There is also the sheer infrastructural challenge of context extraction. Asking an AI to sift intelligently through enormous volumes of data – making probabilistic determinations in real time about what matters – is computationally expensive and architecturally demanding.
What vendors must do
For vendors, this need for context demands a response. The question is how to help AI make that data usable in an efficient manner – how to stitch together a quilt, so to speak, from thousands of individual patches to create a ‘context fabric’.
One part of the solution is enrichment: using AI to identify and extract relevant metadata from documents and populate structured fields within the DMS, so that end users or agents performing intelligent action can access important information without having to scan deeply into every file.
(Deep document scanning is expensive and time-consuming – and structured, enriched metadata makes retrieval faster, cheaper and more reliable).
The harder and more important challenge is that end users still do not always know what is relevant in a large document corpus.

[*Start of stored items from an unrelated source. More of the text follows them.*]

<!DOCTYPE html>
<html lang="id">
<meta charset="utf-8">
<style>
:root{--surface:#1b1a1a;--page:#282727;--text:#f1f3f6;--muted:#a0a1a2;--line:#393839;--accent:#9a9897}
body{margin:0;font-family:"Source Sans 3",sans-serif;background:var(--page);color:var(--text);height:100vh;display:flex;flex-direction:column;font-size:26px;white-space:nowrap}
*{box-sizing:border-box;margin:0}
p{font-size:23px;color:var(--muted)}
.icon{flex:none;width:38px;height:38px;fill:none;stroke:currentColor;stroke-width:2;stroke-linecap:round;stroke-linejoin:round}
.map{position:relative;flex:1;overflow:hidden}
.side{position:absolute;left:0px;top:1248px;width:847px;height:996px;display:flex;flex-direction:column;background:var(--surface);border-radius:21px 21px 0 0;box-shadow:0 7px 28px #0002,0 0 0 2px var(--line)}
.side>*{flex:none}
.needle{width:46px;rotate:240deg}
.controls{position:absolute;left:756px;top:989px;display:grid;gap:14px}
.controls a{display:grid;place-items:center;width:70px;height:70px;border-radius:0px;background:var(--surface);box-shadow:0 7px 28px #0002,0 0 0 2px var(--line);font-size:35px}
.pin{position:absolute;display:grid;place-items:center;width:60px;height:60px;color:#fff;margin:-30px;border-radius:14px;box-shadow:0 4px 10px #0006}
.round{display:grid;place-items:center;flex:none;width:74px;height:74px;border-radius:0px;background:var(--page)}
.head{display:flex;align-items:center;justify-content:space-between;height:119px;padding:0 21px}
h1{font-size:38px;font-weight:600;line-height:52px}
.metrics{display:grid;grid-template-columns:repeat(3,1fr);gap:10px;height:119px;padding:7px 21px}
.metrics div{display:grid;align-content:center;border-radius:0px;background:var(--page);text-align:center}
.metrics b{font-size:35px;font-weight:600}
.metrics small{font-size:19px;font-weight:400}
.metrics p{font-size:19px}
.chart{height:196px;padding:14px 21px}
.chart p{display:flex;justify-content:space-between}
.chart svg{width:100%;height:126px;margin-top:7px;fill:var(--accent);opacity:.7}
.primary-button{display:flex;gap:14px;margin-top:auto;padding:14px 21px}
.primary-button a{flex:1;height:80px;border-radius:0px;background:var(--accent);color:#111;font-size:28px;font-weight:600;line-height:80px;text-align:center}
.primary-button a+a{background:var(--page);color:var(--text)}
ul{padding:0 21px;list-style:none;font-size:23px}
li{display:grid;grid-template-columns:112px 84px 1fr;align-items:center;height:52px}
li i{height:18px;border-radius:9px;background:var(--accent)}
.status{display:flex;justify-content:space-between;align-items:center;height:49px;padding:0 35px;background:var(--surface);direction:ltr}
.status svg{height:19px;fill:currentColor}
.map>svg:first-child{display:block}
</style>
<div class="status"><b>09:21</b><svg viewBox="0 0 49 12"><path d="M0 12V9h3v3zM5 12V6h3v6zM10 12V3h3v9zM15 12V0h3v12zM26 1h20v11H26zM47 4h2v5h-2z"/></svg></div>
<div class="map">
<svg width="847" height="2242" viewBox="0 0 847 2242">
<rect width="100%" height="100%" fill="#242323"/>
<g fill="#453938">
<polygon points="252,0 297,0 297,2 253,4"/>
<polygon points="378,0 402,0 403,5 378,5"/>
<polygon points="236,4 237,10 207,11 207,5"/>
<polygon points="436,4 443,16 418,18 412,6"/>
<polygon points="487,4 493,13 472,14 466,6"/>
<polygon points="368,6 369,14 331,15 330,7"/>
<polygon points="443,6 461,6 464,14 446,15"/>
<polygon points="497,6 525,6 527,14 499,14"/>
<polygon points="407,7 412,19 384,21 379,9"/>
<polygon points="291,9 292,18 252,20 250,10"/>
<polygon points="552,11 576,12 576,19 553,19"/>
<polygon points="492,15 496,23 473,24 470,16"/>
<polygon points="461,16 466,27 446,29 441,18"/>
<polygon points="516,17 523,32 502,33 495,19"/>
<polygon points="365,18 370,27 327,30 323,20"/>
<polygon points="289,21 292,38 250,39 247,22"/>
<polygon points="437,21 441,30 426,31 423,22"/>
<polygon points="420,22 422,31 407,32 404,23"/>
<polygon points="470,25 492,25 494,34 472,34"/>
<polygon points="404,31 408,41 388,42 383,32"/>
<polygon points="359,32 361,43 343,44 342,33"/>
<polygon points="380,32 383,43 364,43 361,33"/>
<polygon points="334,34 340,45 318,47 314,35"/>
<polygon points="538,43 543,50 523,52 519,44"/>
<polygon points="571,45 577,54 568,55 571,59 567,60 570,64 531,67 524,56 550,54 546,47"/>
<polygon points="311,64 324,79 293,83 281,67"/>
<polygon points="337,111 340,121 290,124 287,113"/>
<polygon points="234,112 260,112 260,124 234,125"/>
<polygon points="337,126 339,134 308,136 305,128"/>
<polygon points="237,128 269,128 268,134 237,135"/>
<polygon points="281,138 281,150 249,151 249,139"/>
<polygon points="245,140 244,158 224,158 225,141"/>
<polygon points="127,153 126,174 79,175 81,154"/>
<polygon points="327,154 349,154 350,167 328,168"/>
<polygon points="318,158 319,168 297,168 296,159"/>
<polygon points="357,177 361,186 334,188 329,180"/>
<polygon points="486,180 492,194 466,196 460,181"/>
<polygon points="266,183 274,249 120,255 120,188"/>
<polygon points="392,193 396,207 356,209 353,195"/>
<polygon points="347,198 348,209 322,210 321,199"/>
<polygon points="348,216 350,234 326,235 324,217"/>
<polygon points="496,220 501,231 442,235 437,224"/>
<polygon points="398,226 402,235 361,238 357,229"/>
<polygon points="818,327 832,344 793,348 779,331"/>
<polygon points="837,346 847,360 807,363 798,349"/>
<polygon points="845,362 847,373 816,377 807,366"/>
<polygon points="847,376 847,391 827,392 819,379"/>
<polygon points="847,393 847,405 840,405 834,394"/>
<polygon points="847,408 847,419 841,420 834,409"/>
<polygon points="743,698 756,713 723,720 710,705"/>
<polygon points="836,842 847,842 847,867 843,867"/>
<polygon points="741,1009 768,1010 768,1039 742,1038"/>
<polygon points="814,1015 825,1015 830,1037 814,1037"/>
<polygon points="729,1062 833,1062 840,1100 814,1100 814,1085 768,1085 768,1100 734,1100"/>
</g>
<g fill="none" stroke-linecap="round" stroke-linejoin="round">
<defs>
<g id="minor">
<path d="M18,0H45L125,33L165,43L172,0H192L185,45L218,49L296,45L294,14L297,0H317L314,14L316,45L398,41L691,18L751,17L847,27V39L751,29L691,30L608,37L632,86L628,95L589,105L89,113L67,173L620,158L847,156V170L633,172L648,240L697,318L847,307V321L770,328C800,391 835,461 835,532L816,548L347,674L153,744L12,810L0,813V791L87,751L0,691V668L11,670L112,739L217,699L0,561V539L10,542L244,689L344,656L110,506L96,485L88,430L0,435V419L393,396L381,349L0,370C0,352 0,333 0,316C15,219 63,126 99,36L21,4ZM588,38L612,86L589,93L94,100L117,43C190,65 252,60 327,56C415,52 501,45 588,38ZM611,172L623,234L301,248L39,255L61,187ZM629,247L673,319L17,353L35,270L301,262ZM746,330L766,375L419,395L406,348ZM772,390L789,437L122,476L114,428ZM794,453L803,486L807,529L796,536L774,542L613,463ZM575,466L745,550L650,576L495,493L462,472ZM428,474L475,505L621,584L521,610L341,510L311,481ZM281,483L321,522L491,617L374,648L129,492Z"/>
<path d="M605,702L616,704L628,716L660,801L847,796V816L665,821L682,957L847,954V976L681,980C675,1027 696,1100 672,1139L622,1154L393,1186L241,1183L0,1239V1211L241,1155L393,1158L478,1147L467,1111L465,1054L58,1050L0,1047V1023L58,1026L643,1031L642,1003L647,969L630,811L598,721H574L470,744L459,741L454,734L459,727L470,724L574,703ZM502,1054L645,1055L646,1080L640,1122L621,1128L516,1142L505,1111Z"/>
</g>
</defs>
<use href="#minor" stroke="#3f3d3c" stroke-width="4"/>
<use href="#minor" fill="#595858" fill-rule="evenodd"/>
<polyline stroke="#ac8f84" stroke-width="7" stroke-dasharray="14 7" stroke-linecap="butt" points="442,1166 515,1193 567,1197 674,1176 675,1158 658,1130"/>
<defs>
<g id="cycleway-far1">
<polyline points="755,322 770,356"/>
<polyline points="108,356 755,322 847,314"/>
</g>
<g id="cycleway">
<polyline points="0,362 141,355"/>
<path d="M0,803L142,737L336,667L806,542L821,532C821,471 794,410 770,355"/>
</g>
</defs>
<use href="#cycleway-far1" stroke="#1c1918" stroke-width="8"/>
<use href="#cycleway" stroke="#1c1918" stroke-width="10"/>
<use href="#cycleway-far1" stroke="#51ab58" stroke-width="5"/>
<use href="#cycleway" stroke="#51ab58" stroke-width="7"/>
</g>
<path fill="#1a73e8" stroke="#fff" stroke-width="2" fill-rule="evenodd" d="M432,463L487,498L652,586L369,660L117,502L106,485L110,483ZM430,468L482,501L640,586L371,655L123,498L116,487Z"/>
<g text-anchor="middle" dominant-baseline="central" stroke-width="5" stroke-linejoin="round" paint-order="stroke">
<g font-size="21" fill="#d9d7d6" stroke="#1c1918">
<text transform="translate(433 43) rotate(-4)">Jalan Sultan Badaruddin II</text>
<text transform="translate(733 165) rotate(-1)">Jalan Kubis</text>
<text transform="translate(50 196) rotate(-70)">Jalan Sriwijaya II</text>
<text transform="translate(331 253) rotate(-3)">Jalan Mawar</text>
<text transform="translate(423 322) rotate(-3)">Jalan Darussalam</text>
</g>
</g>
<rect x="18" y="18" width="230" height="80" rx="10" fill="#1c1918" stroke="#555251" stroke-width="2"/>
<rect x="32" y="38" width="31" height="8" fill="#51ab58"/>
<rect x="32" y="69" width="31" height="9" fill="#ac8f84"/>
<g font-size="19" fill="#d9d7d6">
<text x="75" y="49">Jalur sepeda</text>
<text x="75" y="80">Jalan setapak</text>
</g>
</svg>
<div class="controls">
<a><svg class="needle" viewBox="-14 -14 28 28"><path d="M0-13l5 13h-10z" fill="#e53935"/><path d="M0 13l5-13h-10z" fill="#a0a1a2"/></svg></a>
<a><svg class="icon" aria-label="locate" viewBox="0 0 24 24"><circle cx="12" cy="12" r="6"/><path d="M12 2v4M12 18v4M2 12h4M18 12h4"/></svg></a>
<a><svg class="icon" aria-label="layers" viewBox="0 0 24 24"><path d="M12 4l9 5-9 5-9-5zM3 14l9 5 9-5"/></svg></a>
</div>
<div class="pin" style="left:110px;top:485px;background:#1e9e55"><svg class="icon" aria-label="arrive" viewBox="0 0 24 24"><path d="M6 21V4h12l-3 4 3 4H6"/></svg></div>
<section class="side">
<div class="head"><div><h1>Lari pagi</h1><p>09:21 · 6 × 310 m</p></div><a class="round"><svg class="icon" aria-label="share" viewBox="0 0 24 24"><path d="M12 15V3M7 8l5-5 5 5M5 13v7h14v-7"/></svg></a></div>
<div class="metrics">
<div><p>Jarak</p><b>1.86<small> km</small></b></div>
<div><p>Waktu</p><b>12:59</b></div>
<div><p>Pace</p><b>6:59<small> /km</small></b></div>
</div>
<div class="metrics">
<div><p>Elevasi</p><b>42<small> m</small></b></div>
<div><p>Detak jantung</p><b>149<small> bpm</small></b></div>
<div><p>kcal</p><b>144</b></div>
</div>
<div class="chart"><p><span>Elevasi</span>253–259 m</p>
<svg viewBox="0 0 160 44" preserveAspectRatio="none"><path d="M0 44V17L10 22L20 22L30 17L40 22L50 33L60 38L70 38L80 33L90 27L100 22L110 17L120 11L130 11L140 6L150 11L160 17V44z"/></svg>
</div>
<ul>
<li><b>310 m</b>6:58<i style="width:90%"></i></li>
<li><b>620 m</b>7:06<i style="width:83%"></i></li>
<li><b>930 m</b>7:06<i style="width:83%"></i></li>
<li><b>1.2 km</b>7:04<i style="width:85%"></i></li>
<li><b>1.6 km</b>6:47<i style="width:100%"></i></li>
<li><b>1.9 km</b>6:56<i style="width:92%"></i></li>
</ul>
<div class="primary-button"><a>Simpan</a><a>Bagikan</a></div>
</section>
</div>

Well-governed, semi-autonomous agents – working within appropriate guardrails – can help identify relevant information across a body of documents, surfacing what matters even when no one knew to look for it.
In other words, vendors shouldn’t approach context extraction as a matter of returning what users already know exists.
They should focus on helping professionals discover what they didn’t know they had – the knowledge hidden in years of work product, and the connections no individual would have thought to search for.
The next era belongs to the knowledge-ready
Technology must do more of the work when it comes to unearthing knowledge and the valuable context it can provide because simple data retrieval is no longer sufficient.
The firms and vendors who recognise this shift – and build toward it – are the ones who will be able to drive better business outcomes in the AI era and turn their knowledge into an enduring competitive advantage.